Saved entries

:::

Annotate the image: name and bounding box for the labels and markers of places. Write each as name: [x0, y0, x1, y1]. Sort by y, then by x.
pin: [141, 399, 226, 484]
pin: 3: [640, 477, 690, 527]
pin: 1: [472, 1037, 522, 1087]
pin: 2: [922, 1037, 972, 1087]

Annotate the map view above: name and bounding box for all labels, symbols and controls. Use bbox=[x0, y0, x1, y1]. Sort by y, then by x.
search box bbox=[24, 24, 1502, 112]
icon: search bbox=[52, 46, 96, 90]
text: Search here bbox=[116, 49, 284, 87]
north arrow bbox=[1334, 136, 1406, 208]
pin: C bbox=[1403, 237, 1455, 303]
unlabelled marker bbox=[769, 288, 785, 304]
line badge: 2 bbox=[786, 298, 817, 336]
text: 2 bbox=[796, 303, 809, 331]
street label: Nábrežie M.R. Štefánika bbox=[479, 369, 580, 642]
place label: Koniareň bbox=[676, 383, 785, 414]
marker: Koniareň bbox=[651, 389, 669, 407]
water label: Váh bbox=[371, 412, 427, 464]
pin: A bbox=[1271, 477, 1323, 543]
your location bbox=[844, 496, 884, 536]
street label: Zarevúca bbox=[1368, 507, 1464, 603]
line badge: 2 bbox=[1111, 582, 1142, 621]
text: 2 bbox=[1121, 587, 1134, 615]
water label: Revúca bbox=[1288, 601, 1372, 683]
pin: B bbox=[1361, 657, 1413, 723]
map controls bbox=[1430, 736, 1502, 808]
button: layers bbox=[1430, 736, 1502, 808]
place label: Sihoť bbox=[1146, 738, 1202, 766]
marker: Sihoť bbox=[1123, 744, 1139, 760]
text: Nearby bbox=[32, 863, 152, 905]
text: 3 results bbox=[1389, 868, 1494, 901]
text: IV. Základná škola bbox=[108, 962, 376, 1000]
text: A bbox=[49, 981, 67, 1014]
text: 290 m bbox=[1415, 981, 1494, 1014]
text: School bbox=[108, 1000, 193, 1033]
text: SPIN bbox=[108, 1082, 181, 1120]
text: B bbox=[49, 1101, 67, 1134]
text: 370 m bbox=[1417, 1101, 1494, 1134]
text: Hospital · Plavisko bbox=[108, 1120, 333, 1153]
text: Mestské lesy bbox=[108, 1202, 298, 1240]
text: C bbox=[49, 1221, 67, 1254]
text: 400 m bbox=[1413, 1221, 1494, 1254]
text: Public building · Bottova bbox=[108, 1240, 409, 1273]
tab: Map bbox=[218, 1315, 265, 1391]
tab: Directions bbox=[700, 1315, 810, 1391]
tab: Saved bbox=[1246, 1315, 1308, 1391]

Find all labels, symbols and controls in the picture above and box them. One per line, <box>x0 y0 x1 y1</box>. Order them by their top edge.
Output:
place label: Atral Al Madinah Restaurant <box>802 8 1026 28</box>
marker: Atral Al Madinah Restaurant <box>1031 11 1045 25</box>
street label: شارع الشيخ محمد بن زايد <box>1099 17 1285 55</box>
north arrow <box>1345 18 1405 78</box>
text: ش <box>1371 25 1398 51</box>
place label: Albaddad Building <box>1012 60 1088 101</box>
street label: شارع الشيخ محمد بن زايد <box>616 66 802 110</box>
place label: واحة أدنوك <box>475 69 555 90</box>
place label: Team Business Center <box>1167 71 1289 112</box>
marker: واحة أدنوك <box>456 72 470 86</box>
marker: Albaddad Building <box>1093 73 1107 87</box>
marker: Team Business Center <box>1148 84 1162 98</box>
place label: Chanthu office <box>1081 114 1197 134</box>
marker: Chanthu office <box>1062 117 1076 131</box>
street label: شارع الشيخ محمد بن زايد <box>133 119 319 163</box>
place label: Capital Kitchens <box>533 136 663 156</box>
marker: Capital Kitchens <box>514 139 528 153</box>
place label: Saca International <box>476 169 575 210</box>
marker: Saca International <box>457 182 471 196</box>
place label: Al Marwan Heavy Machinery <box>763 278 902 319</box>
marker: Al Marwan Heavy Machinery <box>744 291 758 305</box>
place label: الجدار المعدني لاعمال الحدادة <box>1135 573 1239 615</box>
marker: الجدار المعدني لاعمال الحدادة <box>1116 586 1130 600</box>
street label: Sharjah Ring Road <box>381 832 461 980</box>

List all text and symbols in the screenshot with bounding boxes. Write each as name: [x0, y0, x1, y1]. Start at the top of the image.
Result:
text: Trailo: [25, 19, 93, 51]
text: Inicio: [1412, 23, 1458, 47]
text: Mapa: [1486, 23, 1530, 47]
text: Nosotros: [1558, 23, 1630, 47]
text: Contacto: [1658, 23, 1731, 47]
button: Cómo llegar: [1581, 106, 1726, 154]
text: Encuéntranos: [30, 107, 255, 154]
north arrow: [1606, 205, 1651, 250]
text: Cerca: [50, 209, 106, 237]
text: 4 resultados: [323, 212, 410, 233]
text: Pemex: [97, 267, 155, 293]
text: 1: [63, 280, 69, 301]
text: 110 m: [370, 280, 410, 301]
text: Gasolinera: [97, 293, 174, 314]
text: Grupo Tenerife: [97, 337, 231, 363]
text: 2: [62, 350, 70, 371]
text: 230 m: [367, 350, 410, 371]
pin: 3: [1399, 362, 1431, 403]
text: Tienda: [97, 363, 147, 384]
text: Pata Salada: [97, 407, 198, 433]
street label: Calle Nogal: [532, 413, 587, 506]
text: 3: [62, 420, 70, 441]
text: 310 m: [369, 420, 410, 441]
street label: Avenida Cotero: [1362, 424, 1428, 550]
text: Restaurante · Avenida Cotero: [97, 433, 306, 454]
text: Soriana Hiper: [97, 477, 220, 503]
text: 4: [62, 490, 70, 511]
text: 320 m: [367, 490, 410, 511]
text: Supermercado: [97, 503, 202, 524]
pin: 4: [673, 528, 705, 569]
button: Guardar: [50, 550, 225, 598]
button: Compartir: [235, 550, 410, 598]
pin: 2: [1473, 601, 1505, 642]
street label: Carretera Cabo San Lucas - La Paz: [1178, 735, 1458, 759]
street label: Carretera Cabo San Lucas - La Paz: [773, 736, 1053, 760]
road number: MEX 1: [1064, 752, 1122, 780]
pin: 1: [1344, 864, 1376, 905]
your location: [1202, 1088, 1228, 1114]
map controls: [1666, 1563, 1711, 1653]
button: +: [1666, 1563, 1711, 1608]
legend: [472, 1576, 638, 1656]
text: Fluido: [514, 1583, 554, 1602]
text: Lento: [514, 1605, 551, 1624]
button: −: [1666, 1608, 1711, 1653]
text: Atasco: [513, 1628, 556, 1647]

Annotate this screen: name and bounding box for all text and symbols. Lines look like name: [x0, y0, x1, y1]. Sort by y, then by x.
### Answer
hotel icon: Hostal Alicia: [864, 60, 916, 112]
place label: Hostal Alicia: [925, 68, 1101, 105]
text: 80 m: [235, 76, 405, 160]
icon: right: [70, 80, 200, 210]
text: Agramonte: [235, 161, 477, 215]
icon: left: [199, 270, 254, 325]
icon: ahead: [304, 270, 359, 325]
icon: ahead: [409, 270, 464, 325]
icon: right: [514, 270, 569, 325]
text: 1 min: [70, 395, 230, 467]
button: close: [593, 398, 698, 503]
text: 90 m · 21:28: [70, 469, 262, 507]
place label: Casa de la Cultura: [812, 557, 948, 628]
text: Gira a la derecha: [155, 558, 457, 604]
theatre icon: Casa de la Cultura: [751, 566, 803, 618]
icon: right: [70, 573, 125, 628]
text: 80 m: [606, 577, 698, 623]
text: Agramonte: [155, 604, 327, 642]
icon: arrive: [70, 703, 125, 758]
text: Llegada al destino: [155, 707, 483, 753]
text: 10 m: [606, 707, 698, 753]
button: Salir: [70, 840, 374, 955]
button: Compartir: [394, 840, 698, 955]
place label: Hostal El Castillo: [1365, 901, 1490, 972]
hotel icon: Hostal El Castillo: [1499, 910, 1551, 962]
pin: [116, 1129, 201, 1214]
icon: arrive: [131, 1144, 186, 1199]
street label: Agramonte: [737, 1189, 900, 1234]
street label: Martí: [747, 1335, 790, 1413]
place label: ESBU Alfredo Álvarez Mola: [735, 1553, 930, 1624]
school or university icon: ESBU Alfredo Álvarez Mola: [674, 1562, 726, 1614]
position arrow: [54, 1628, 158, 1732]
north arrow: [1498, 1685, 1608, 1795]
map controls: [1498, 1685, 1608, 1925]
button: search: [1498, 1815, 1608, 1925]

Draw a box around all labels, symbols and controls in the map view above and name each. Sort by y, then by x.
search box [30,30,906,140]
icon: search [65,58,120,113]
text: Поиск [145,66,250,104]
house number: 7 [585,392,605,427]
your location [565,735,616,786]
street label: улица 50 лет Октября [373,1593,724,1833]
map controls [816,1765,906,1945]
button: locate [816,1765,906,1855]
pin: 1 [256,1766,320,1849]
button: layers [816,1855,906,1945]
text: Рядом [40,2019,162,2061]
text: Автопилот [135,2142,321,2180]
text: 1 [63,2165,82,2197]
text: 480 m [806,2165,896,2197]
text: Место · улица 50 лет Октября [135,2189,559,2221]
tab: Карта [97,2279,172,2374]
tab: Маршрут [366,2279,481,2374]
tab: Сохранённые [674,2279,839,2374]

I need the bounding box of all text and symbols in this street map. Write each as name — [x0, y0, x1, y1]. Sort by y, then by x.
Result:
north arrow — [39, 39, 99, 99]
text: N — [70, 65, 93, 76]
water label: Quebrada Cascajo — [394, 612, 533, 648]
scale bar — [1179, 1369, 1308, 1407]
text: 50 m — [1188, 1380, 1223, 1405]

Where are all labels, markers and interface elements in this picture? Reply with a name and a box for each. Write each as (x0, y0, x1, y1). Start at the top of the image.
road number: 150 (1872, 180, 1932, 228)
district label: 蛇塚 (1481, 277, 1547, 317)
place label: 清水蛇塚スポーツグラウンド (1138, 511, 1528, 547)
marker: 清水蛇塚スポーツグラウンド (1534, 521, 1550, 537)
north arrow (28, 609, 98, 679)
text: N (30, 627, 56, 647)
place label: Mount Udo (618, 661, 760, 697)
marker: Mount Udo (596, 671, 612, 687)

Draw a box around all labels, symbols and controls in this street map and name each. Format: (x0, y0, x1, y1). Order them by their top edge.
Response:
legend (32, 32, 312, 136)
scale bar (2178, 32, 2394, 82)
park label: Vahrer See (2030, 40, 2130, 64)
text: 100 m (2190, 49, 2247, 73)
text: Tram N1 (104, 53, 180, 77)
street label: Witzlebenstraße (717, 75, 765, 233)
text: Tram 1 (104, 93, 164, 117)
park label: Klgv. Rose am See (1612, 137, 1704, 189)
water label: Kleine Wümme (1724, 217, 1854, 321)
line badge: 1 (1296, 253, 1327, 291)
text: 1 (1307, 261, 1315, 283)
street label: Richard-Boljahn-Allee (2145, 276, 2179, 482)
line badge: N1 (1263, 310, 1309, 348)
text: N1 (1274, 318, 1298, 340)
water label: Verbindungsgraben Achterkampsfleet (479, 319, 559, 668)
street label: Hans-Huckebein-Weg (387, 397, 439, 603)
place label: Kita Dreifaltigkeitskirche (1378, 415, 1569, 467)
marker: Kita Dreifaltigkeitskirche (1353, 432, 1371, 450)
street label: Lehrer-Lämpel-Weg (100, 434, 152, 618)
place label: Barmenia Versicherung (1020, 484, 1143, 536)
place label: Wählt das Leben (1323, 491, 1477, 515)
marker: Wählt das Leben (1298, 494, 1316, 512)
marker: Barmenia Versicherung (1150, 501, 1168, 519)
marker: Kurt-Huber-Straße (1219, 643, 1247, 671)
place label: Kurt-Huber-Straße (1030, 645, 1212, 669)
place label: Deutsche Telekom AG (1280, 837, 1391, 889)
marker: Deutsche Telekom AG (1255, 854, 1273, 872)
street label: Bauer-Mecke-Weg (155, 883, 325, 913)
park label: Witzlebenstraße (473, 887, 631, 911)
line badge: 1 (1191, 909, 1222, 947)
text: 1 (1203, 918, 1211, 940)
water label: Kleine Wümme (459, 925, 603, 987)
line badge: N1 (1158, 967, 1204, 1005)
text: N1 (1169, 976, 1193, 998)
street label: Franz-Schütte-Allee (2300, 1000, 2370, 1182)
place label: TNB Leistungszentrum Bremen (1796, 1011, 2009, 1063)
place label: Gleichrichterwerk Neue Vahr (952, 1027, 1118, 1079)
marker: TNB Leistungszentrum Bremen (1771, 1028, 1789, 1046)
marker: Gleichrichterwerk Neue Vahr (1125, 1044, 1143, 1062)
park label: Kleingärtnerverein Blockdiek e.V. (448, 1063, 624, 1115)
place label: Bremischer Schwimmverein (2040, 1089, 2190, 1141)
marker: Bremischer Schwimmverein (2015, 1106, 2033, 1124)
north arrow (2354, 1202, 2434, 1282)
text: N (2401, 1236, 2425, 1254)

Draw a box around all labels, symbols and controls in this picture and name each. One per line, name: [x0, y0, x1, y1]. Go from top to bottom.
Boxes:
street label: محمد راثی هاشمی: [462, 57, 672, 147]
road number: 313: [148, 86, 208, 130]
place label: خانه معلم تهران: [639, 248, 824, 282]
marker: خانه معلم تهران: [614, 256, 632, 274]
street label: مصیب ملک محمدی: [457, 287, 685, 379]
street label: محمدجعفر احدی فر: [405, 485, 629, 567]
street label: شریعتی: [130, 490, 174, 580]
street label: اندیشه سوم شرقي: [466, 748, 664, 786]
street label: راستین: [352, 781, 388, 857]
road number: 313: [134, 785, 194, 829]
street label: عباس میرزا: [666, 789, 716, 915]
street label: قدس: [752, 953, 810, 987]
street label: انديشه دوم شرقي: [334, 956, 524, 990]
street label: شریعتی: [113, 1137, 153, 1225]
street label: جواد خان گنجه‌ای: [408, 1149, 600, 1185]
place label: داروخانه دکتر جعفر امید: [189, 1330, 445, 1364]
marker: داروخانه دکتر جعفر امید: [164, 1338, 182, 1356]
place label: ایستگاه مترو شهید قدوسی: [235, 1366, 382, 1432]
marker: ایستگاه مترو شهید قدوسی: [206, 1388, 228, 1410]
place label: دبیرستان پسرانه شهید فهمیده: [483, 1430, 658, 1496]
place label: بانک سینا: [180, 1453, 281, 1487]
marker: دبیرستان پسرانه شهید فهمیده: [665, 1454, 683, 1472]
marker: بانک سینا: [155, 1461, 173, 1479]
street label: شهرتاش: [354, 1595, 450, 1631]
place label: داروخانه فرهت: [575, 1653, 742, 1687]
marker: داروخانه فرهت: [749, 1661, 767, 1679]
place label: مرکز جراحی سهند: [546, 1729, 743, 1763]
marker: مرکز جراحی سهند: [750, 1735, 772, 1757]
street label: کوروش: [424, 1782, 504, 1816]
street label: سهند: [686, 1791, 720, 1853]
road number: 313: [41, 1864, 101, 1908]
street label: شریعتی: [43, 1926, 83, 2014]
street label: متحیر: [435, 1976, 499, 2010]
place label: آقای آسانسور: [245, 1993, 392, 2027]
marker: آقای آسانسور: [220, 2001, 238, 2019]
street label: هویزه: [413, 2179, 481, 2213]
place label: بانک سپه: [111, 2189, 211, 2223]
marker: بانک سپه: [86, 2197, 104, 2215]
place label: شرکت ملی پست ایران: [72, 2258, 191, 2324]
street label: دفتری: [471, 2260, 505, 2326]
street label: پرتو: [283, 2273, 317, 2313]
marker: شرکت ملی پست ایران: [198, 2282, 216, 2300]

:::

## [ACTION ITEM]
From the entries above, write out only the lines starting at the line that holds "Draw a box around all labels, symbols and controls in the" and ending at the line that holds "y1). Order them by their top edge.", keeping both and matching them exactly.

## [ANSWER BOX]
Draw a box around all labels, symbols and controls in the map view above and name each. Sort by y, then by x.
search box [30,30,906,140]
icon: search [65,58,120,113]
text: Поиск [145,66,250,104]
house number: 7 [585,392,605,427]
your location [565,735,616,786]
street label: улица 50 лет Октября [373,1593,724,1833]
map controls [816,1765,906,1945]
button: locate [816,1765,906,1855]
pin: 1 [256,1766,320,1849]
button: layers [816,1855,906,1945]
text: Рядом [40,2019,162,2061]
text: Автопилот [135,2142,321,2180]
text: 1 [63,2165,82,2197]
text: 480 m [806,2165,896,2197]
text: Место · улица 50 лет Октября [135,2189,559,2221]
tab: Карта [97,2279,172,2374]
tab: Маршрут [366,2279,481,2374]
tab: Сохранённые [674,2279,839,2374]

I need the bounding box of all text and symbols in this street map. Write each as name — [x0, y0, x1, y1]. Sort by y, then by x.
Result:
north arrow — [39, 39, 99, 99]
text: N — [70, 65, 93, 76]
water label: Quebrada Cascajo — [394, 612, 533, 648]
scale bar — [1179, 1369, 1308, 1407]
text: 50 m — [1188, 1380, 1223, 1405]

Where are all labels, markers and interface elements in this picture? Reply with a name and a box for each. Write each as (x0, y0, x1, y1). Start at the top of the image.
road number: 150 (1872, 180, 1932, 228)
district label: 蛇塚 (1481, 277, 1547, 317)
place label: 清水蛇塚スポーツグラウンド (1138, 511, 1528, 547)
marker: 清水蛇塚スポーツグラウンド (1534, 521, 1550, 537)
north arrow (28, 609, 98, 679)
text: N (30, 627, 56, 647)
place label: Mount Udo (618, 661, 760, 697)
marker: Mount Udo (596, 671, 612, 687)

Draw a box around all labels, symbols and controls in this street map and name each. Format: (x0, y0, x1, y1). Order them by their top edge.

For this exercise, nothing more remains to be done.